#### Records shown ####

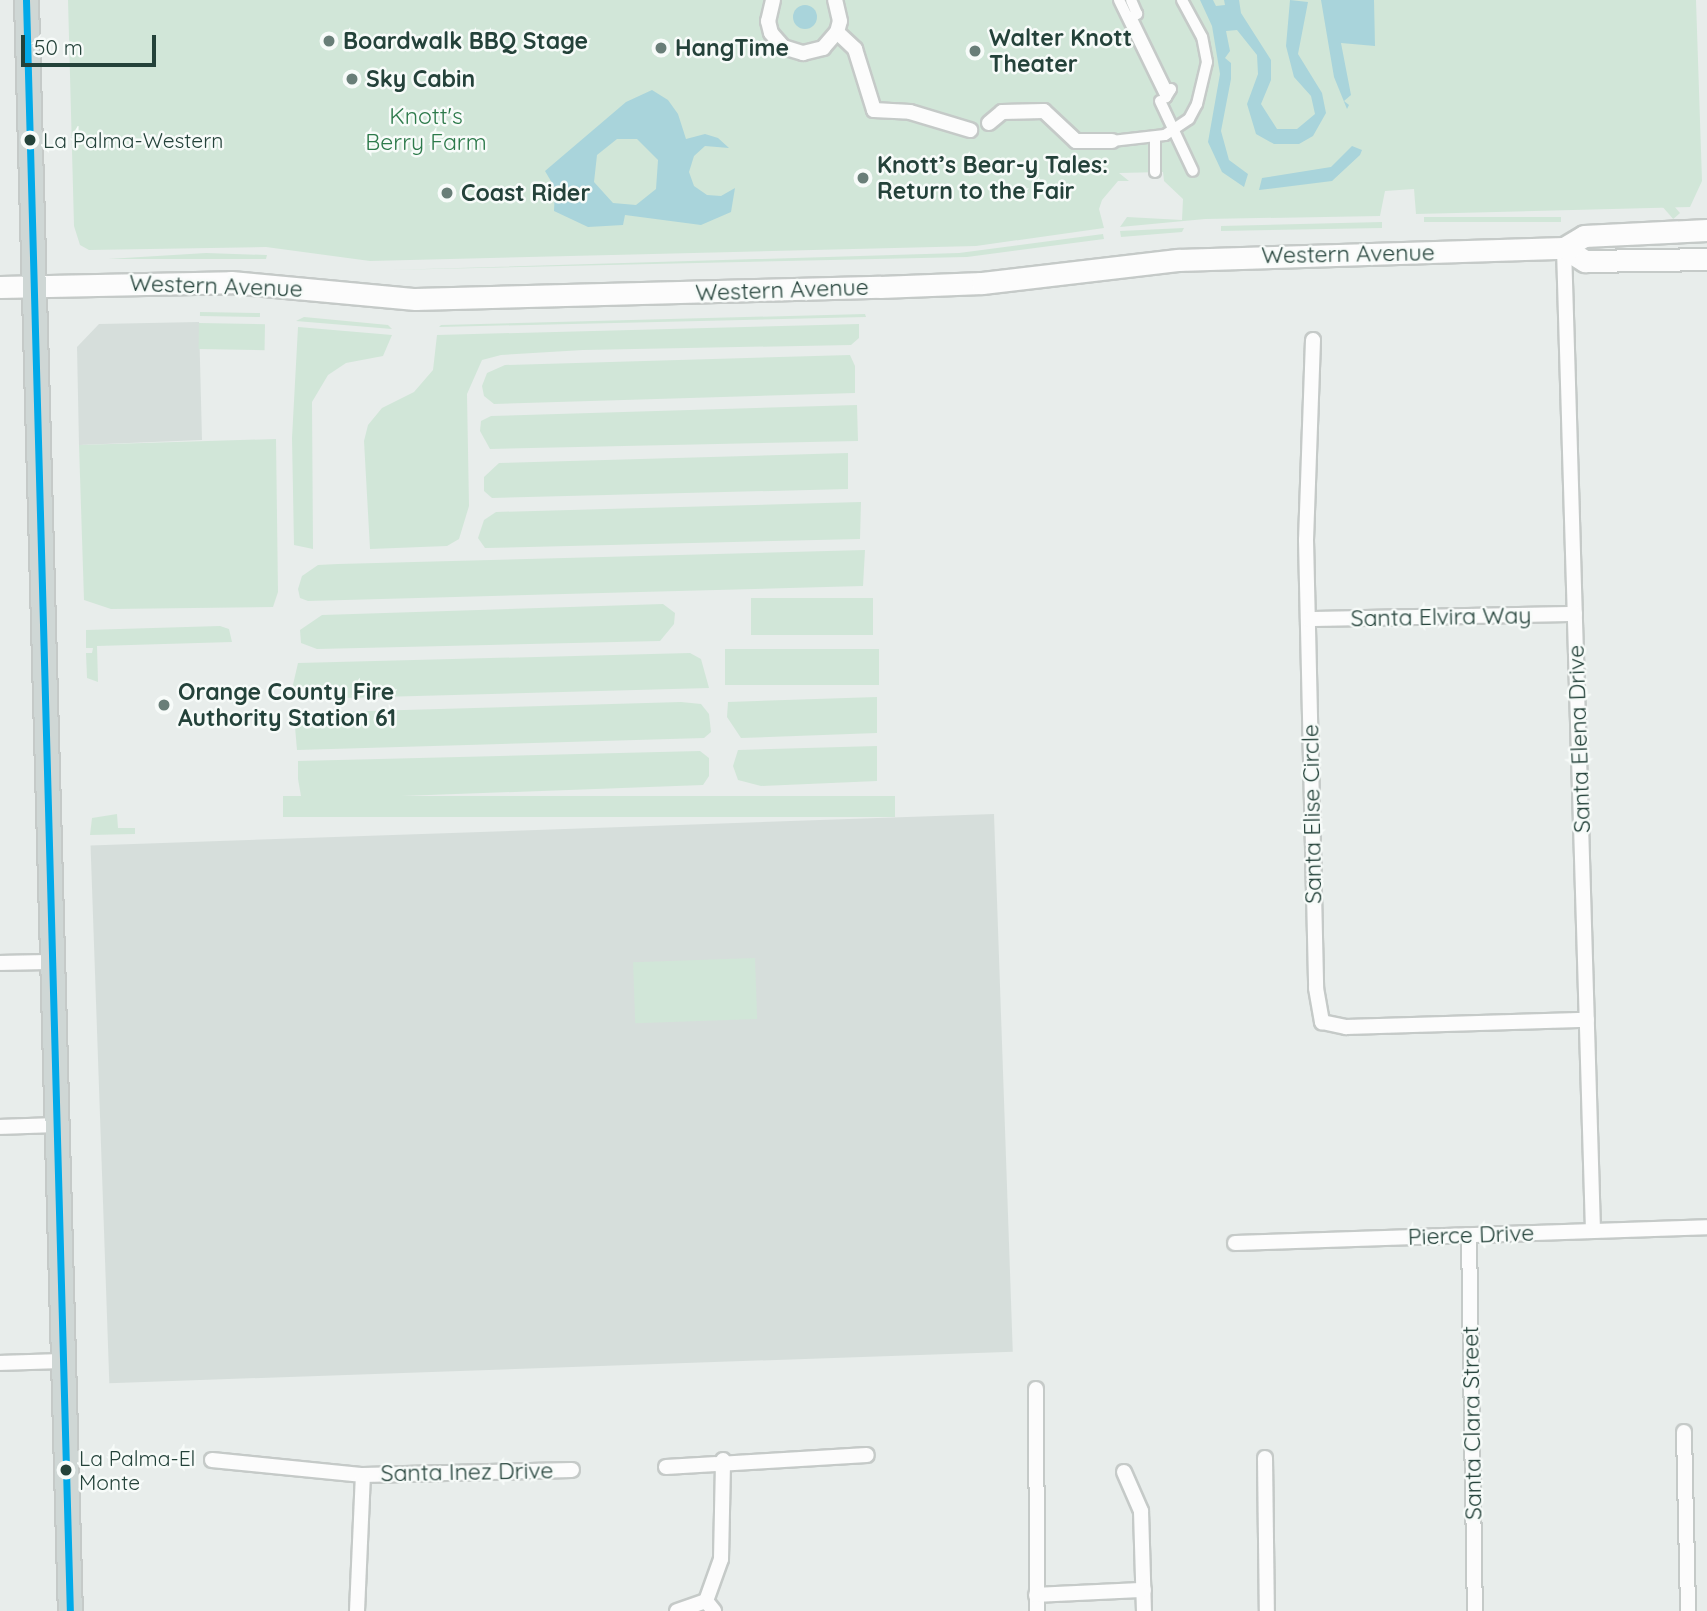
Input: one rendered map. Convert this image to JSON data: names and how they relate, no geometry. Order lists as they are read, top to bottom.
{
  "streets": {
    "main road": ["Western Avenue"],
    "street": [
      "Santa Elvira Way",
      "Santa Elena Drive",
      "Santa Elise Circle",
      "Pierce Drive",
      "Santa Clara Street",
      "Santa Inez Drive"
    ]
  },
  "crossings": [
    ["Western Avenue", "Santa Elena Drive"],
    ["Santa Elvira Way", "Santa Elena Drive"],
    ["Santa Elvira Way", "Santa Elise Circle"],
    ["Santa Elena Drive", "Santa Elise Circle"],
    ["Santa Elena Drive", "Pierce Drive"],
    ["Pierce Drive", "Santa Clara Street"]
  ],
  "parks": ["Knott's Berry Farm"],
  "places": [
    "Boardwalk BBQ Stage",
    "HangTime",
    "Walter Knott Theater",
    "Sky Cabin",
    "La Palma-Western",
    "Knott’s Bear-y Tales: Return to the Fair",
    "Coast Rider",
    "Orange County Fire Authority Station 61",
    "La Palma-El Monte"
  ],
  "scale_bar": "50 m"
}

####

◆ Action item ◆
Exactly reproduce each entry, but drop the pictures.

◆ Solved exercise ◆
Input: one rendered map. Convert this image to JSON data: names and how they relate, no geometry. Order lists as they are read, top to bottom.
{
  "streets": {
    "main road": ["Western Avenue"],
    "street": [
      "Santa Elvira Way",
      "Santa Elena Drive",
      "Santa Elise Circle",
      "Pierce Drive",
      "Santa Clara Street",
      "Santa Inez Drive"
    ]
  },
  "crossings": [
    ["Western Avenue", "Santa Elena Drive"],
    ["Santa Elvira Way", "Santa Elena Drive"],
    ["Santa Elvira Way", "Santa Elise Circle"],
    ["Santa Elena Drive", "Santa Elise Circle"],
    ["Santa Elena Drive", "Pierce Drive"],
    ["Pierce Drive", "Santa Clara Street"]
  ],
  "parks": ["Knott's Berry Farm"],
  "places": [
    "Boardwalk BBQ Stage",
    "HangTime",
    "Walter Knott Theater",
    "Sky Cabin",
    "La Palma-Western",
    "Knott’s Bear-y Tales: Return to the Fair",
    "Coast Rider",
    "Orange County Fire Authority Station 61",
    "La Palma-El Monte"
  ],
  "scale_bar": "50 m"
}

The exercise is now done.